**WHAT YOU HAVE TO DO**
Take the entries below and print only the lines from the one with "height:18px; margin:-9px; padding:0" through the one with "position:absolute; left:30px; top:30px;", exactly as they stand, both ends included.

**DATA UNDER STUDY**

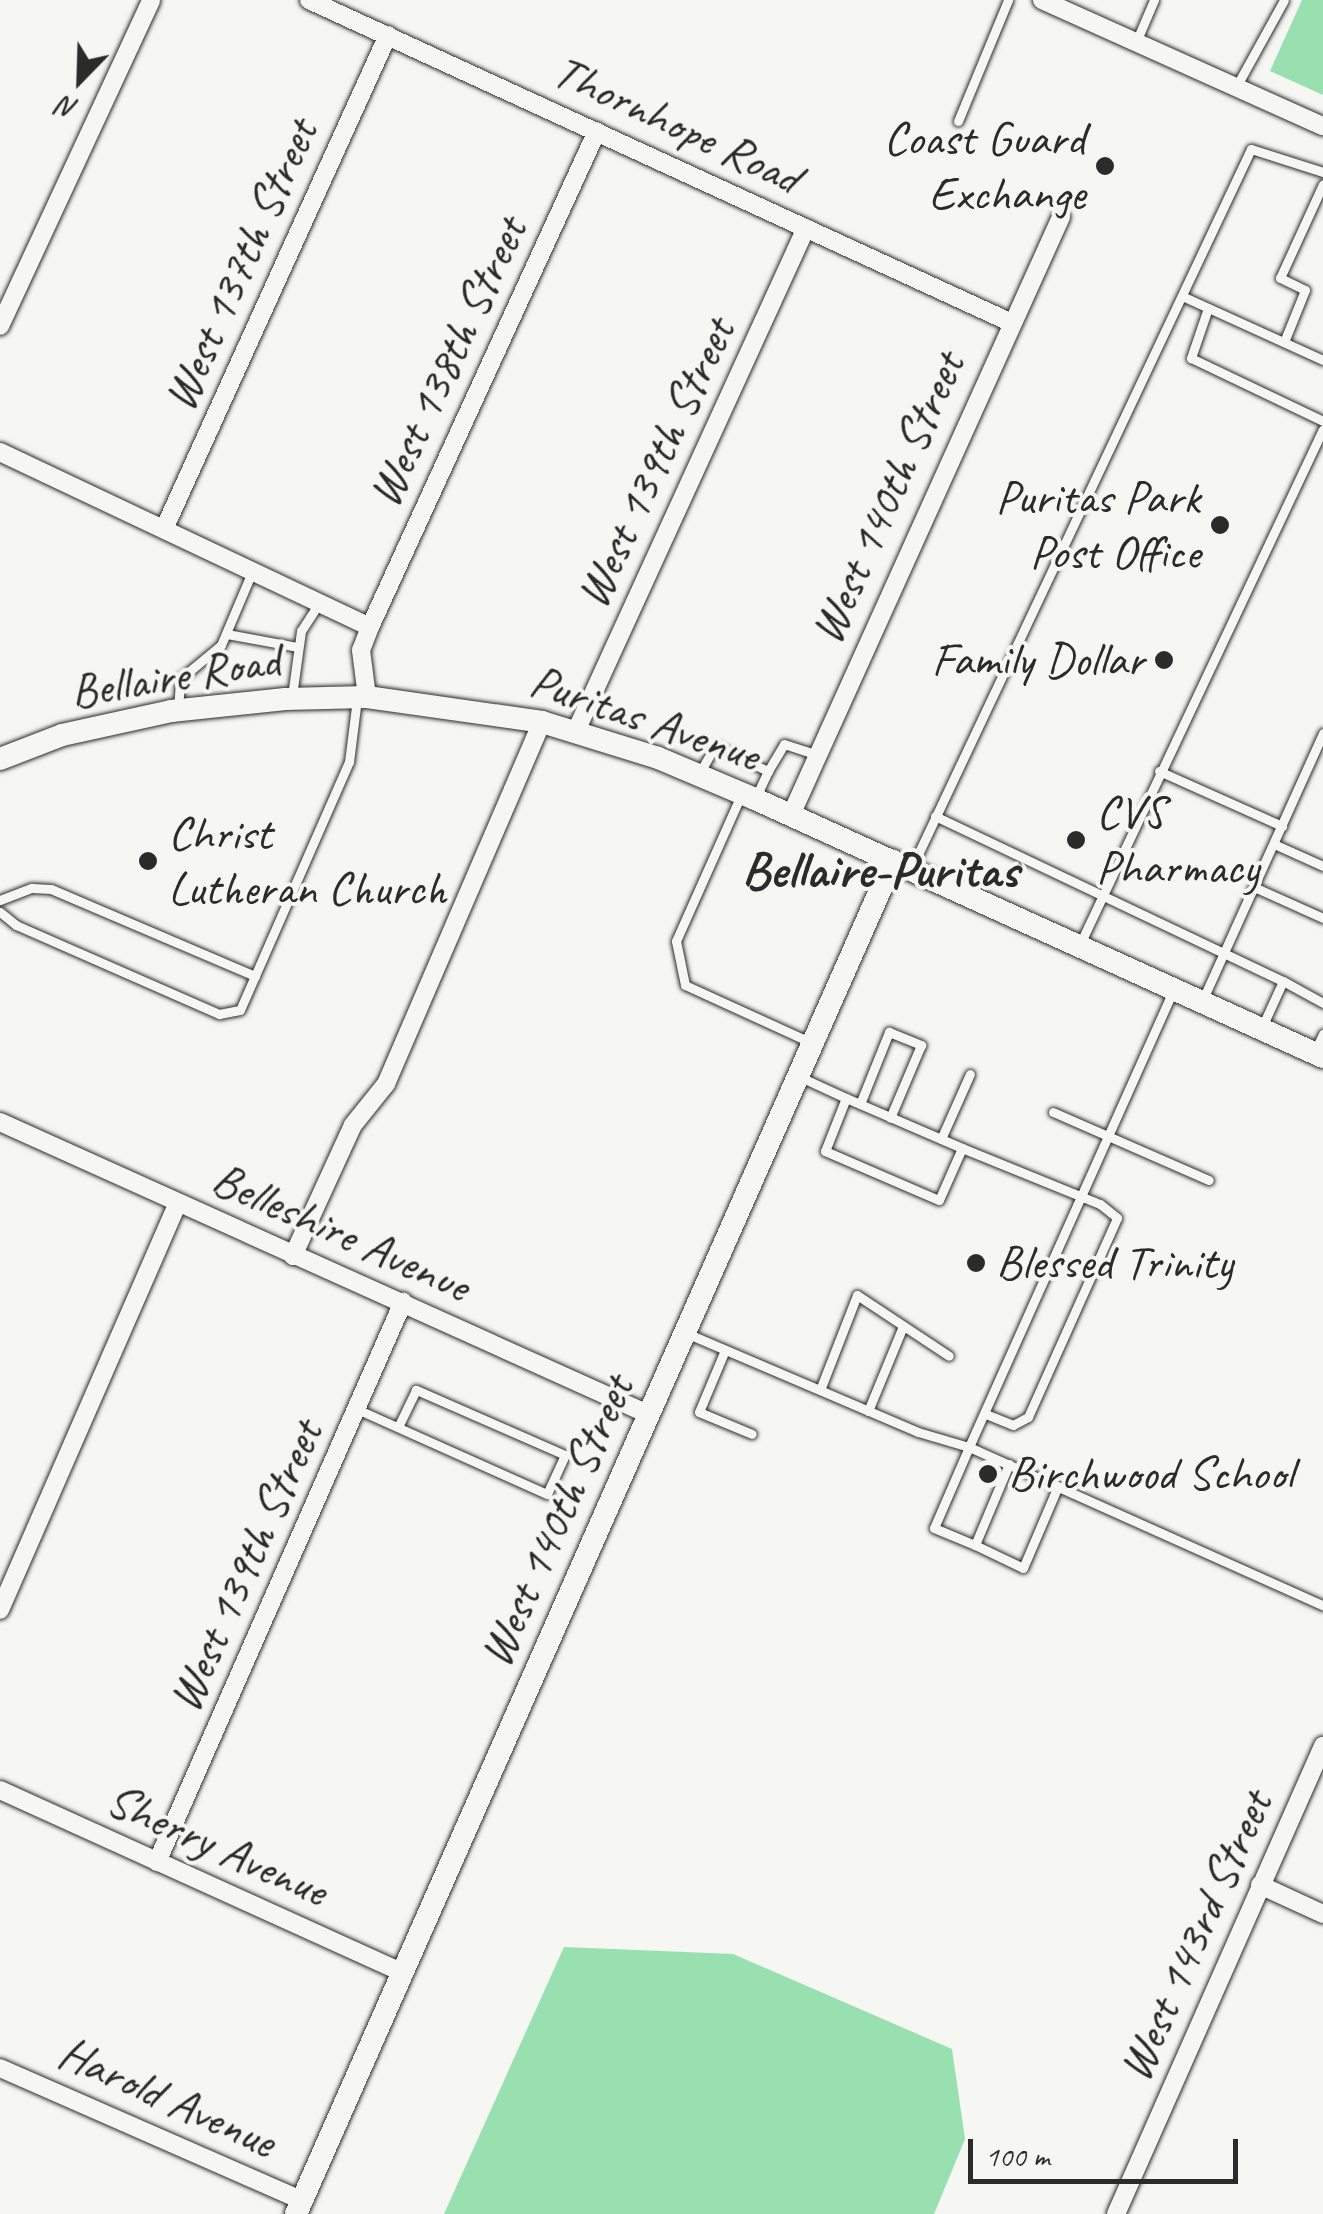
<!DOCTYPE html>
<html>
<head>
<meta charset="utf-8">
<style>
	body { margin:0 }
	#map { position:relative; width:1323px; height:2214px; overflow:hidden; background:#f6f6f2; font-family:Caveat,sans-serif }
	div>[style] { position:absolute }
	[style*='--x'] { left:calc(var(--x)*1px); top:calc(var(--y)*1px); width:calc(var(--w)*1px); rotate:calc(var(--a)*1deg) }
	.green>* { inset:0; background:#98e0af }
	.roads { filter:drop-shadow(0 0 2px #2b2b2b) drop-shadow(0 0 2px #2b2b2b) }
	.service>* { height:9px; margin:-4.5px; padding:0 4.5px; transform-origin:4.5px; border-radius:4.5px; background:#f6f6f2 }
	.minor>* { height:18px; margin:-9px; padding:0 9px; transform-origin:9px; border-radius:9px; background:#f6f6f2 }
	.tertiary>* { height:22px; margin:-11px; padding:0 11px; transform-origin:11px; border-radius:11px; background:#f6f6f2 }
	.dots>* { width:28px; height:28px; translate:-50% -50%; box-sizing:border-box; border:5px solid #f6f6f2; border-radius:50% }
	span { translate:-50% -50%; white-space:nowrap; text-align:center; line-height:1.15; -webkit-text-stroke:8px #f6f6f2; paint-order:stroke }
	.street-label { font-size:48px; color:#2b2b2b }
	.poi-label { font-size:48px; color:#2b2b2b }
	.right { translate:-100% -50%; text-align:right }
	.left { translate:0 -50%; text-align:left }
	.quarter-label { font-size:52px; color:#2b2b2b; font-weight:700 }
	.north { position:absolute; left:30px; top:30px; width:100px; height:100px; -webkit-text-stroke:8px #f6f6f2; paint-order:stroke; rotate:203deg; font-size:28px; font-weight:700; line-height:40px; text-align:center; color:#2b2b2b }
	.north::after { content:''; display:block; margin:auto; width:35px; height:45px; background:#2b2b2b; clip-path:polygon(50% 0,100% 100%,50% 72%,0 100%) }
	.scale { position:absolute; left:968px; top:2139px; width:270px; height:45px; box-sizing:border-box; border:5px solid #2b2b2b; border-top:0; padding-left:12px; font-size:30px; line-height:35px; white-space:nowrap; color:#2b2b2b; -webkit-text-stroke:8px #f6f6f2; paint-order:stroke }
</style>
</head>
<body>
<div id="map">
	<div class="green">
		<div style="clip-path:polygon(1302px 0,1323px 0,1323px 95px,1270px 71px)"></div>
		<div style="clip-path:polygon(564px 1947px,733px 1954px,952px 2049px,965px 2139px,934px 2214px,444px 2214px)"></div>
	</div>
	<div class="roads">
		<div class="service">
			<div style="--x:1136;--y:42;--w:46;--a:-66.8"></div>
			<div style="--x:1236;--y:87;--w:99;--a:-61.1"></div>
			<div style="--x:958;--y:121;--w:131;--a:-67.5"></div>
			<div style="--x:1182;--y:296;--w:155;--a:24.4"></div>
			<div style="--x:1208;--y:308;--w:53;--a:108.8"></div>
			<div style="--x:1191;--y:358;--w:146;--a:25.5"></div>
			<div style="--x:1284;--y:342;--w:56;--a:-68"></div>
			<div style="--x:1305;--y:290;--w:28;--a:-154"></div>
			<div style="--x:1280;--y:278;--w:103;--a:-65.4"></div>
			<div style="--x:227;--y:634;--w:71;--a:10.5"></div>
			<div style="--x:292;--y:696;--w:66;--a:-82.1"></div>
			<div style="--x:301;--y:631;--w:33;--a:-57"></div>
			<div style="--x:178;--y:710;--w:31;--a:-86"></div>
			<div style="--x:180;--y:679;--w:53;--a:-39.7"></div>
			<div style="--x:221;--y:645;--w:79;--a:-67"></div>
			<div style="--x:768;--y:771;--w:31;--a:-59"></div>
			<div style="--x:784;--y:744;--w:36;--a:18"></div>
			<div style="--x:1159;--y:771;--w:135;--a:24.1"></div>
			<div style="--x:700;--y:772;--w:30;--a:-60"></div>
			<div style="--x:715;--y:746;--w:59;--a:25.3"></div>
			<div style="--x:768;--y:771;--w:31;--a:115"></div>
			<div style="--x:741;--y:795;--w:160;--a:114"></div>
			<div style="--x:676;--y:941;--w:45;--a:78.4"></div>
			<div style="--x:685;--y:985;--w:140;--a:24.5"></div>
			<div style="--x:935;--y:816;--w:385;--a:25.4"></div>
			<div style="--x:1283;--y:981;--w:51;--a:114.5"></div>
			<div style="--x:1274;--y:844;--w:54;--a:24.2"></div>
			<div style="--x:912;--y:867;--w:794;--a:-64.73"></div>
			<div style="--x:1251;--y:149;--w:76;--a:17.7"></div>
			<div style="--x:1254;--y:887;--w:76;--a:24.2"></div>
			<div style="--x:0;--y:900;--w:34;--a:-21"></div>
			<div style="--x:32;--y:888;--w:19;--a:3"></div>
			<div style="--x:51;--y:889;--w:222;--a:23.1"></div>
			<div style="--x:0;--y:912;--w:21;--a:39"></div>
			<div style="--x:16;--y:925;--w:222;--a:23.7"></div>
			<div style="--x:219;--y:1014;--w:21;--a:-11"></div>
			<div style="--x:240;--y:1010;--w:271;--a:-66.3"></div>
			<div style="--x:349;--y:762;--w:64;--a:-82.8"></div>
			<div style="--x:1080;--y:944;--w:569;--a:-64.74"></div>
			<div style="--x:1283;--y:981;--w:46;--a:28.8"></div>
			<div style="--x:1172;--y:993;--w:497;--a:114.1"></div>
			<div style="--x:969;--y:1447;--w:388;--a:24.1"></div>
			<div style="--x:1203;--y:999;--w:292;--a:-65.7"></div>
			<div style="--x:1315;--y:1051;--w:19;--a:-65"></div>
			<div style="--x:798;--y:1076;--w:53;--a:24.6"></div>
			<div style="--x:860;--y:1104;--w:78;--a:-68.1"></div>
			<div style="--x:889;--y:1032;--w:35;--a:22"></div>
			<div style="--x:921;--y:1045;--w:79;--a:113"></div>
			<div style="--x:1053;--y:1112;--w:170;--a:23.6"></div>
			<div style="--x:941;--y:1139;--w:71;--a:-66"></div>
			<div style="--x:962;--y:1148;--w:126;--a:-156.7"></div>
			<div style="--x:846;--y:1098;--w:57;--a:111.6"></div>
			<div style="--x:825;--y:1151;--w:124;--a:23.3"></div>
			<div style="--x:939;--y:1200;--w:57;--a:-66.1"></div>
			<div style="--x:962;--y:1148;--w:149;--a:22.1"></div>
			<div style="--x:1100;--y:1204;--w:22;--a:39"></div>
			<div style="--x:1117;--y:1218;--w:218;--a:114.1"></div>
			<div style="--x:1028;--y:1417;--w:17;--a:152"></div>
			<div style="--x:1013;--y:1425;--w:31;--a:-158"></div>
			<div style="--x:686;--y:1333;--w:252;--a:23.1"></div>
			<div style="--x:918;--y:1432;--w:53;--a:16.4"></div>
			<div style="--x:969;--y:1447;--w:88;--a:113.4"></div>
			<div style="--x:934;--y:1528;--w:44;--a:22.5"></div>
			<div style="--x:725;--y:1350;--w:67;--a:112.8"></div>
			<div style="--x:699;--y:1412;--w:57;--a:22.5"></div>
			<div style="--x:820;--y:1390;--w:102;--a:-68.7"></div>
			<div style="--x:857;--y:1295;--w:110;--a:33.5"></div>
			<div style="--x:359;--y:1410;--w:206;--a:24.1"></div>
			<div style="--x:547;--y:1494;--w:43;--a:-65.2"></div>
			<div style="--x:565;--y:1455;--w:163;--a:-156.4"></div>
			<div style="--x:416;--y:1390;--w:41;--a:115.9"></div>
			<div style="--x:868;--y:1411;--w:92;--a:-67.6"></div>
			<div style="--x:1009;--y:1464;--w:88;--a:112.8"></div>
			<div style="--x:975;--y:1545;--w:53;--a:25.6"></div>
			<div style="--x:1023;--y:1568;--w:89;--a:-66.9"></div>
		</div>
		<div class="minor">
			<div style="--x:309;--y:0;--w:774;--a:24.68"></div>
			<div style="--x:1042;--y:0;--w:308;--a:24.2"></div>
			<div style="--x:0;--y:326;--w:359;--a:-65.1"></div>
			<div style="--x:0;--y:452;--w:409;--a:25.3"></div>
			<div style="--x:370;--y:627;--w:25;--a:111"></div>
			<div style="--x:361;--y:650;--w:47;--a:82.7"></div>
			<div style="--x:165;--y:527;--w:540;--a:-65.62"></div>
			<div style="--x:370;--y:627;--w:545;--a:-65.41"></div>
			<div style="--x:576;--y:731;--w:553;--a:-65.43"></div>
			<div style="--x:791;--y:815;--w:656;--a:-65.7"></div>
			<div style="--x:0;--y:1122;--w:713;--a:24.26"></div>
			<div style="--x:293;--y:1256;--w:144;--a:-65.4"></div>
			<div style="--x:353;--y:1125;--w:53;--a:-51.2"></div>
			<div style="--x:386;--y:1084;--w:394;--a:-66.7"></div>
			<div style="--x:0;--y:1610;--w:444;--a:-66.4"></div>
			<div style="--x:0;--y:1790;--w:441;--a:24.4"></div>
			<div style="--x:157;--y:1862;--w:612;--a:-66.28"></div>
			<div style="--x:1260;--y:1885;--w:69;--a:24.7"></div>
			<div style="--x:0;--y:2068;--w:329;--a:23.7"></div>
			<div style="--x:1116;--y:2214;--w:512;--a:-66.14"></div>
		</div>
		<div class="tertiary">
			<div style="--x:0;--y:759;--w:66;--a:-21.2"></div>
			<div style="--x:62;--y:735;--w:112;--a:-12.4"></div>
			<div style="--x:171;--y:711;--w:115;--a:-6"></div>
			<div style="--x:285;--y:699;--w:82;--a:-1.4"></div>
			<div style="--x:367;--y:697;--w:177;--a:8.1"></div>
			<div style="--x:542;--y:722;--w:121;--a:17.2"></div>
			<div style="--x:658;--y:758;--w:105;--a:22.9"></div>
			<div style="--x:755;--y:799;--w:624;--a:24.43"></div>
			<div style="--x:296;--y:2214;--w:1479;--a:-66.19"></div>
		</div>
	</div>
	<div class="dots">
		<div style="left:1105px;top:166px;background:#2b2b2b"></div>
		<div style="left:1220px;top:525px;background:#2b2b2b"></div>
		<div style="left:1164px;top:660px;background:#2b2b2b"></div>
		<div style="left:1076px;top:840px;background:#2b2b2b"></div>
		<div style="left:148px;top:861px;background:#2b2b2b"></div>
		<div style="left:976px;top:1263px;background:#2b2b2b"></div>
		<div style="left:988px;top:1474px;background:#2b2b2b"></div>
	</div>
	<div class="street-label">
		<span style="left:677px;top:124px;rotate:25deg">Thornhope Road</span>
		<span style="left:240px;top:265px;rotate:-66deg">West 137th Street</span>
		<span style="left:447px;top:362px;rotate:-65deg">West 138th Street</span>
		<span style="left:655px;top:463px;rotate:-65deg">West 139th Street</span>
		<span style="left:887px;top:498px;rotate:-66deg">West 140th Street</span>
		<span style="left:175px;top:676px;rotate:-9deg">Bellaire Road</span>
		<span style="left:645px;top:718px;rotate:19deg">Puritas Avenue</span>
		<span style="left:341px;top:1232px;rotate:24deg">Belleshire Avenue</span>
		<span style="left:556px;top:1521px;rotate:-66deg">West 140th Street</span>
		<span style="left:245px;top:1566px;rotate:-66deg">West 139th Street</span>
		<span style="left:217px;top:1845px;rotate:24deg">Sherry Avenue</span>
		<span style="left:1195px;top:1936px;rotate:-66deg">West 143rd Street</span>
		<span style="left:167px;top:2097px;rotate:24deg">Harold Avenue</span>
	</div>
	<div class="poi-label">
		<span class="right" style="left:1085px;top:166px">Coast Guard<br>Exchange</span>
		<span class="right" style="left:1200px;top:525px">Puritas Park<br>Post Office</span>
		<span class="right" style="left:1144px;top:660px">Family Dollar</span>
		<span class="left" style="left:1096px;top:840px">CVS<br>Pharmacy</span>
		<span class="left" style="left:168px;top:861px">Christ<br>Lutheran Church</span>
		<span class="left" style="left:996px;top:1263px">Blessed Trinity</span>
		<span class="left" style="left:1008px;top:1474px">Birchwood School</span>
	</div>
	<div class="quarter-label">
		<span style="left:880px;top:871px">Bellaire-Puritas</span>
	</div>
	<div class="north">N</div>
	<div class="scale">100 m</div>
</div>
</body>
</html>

**WRITTEN ANSWER**
	.minor>* { height:18px; margin:-9px; padding:0 9px; transform-origin:9px; border-radius:9px; background:#f6f6f2 }
	.tertiary>* { height:22px; margin:-11px; padding:0 11px; transform-origin:11px; border-radius:11px; background:#f6f6f2 }
	.dots>* { width:28px; height:28px; translate:-50% -50%; box-sizing:border-box; border:5px solid #f6f6f2; border-radius:50% }
	span { translate:-50% -50%; white-space:nowrap; text-align:center; line-height:1.15; -webkit-text-stroke:8px #f6f6f2; paint-order:stroke }
	.street-label { font-size:48px; color:#2b2b2b }
	.poi-label { font-size:48px; color:#2b2b2b }
	.right { translate:-100% -50%; text-align:right }
	.left { translate:0 -50%; text-align:left }
	.quarter-label { font-size:52px; color:#2b2b2b; font-weight:700 }
	.north { position:absolute; left:30px; top:30px; width:100px; height:100px; -webkit-text-stroke:8px #f6f6f2; paint-order:stroke; rotate:203deg; font-size:28px; font-weight:700; line-height:40px; text-align:center; color:#2b2b2b }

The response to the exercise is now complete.